# To do
A faithful copy of every entry is the goal; keep the images out of it.

# Stored data
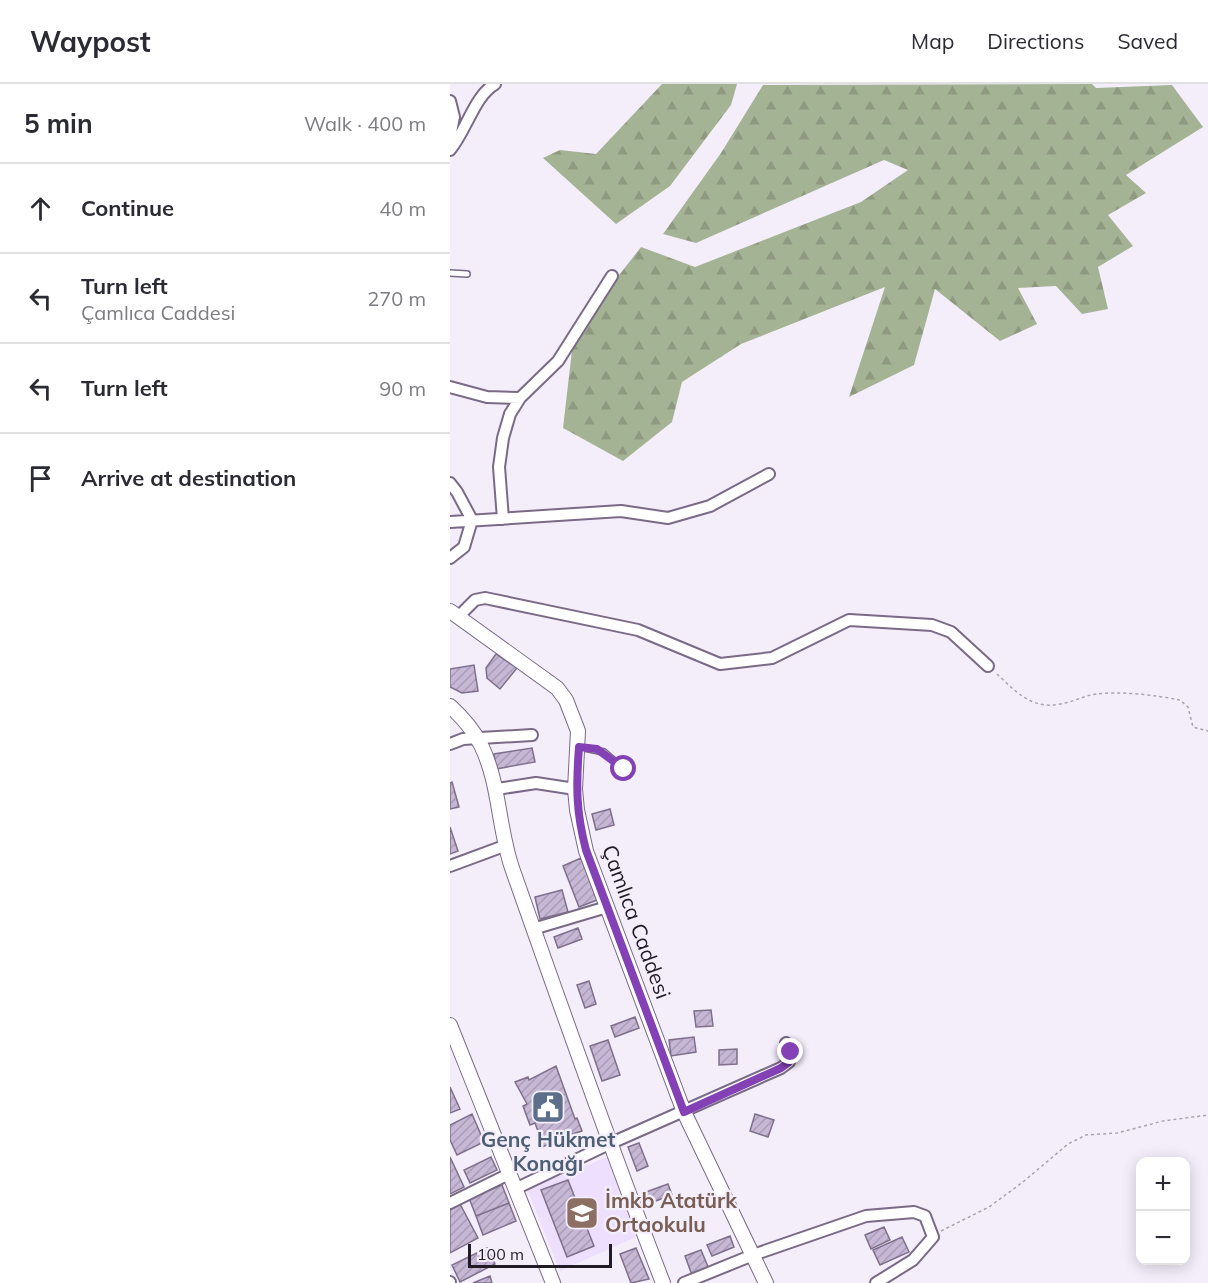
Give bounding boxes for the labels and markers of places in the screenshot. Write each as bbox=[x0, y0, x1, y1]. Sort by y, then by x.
public building icon: Genç Hükmet Konağı bbox=[530, 1089, 566, 1125]
place label: Genç Hükmet Konağı bbox=[481, 1126, 615, 1176]
place label: İmkb Atatürk Ortaokulu bbox=[605, 1187, 737, 1237]
school or university icon: İmkb Atatürk Ortaokulu bbox=[564, 1195, 600, 1231]

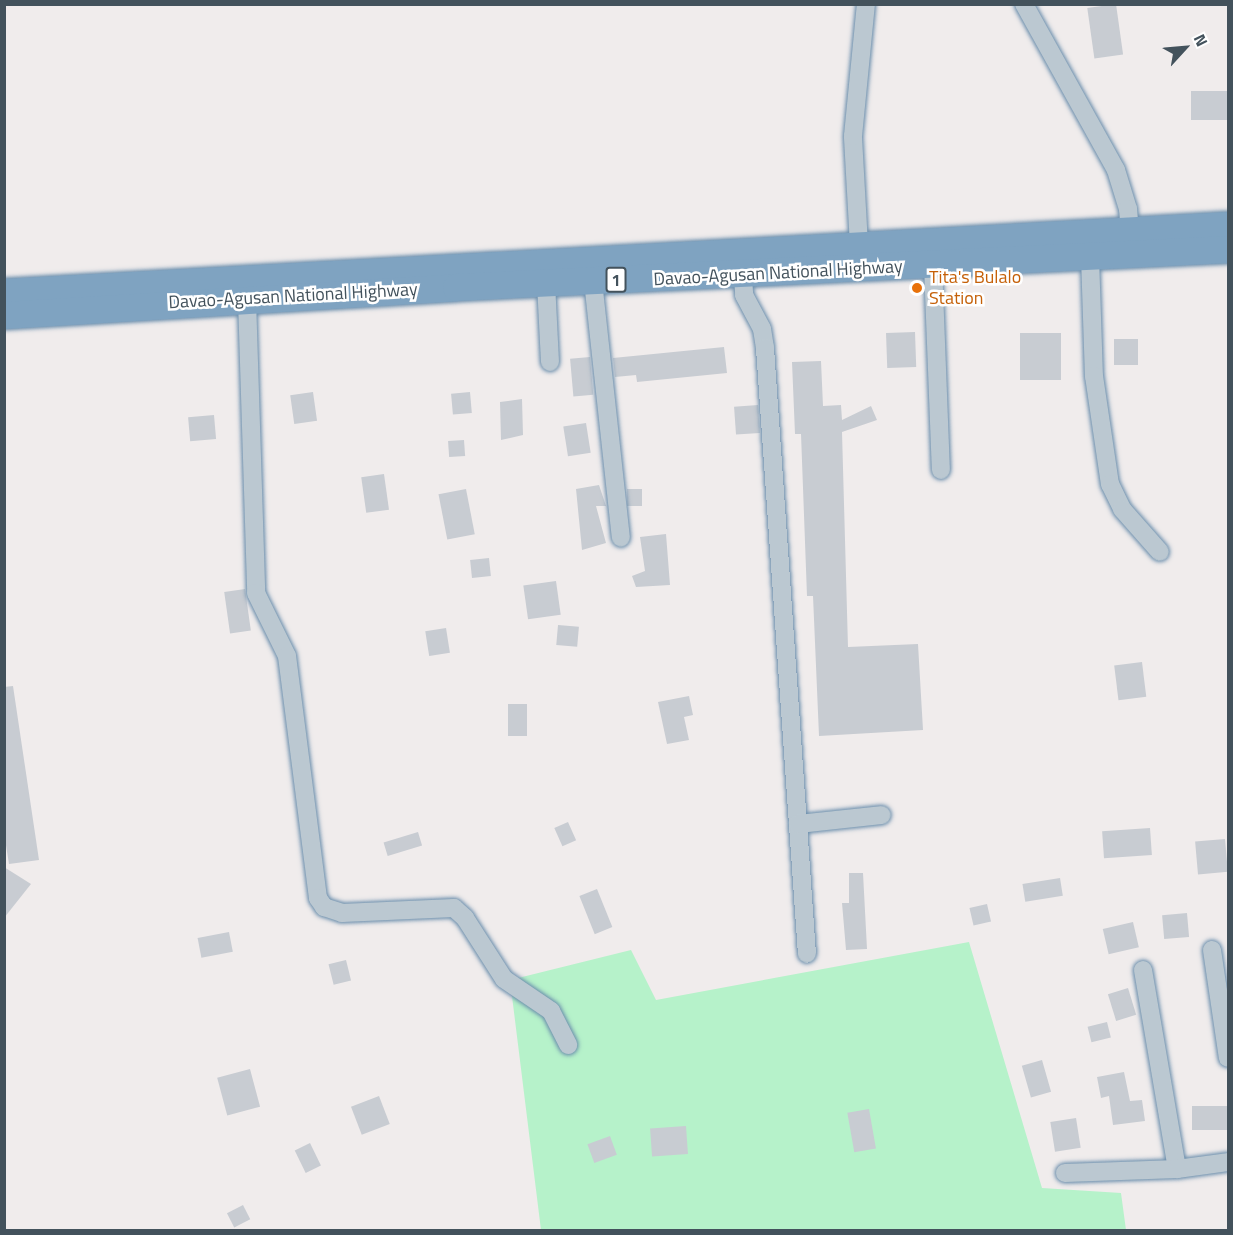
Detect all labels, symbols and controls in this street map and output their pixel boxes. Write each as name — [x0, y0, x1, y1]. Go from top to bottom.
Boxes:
north arrow — [1155, 18, 1215, 78]
text: N — [1188, 30, 1214, 50]
street label: Davao-Agusan National Highway — [653, 256, 903, 290]
road number: 1 — [606, 267, 626, 293]
place label: Tita's Bulalo Station — [929, 267, 1021, 310]
street label: Davao-Agusan National Highway — [168, 279, 418, 313]
marker: Tita's Bulalo Station — [910, 281, 924, 295]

# Answer to this problem
Give bounding boxes for the labels and markers of places in the screenshot. Write each as bbox=[x0, y0, x1, y1]. Sort by y, then by x.
public building icon: Genç Hükmet Konağı bbox=[530, 1089, 566, 1125]
place label: Genç Hükmet Konağı bbox=[481, 1126, 615, 1176]
place label: İmkb Atatürk Ortaokulu bbox=[605, 1187, 737, 1237]
school or university icon: İmkb Atatürk Ortaokulu bbox=[564, 1195, 600, 1231]

Detect all labels, symbols and controls in this street map and output their pixel boxes. Write each as name — [x0, y0, x1, y1]. Go from top to bottom.
Boxes:
north arrow — [1155, 18, 1215, 78]
text: N — [1188, 30, 1214, 50]
street label: Davao-Agusan National Highway — [653, 256, 903, 290]
road number: 1 — [606, 267, 626, 293]
place label: Tita's Bulalo Station — [929, 267, 1021, 310]
street label: Davao-Agusan National Highway — [168, 279, 418, 313]
marker: Tita's Bulalo Station — [910, 281, 924, 295]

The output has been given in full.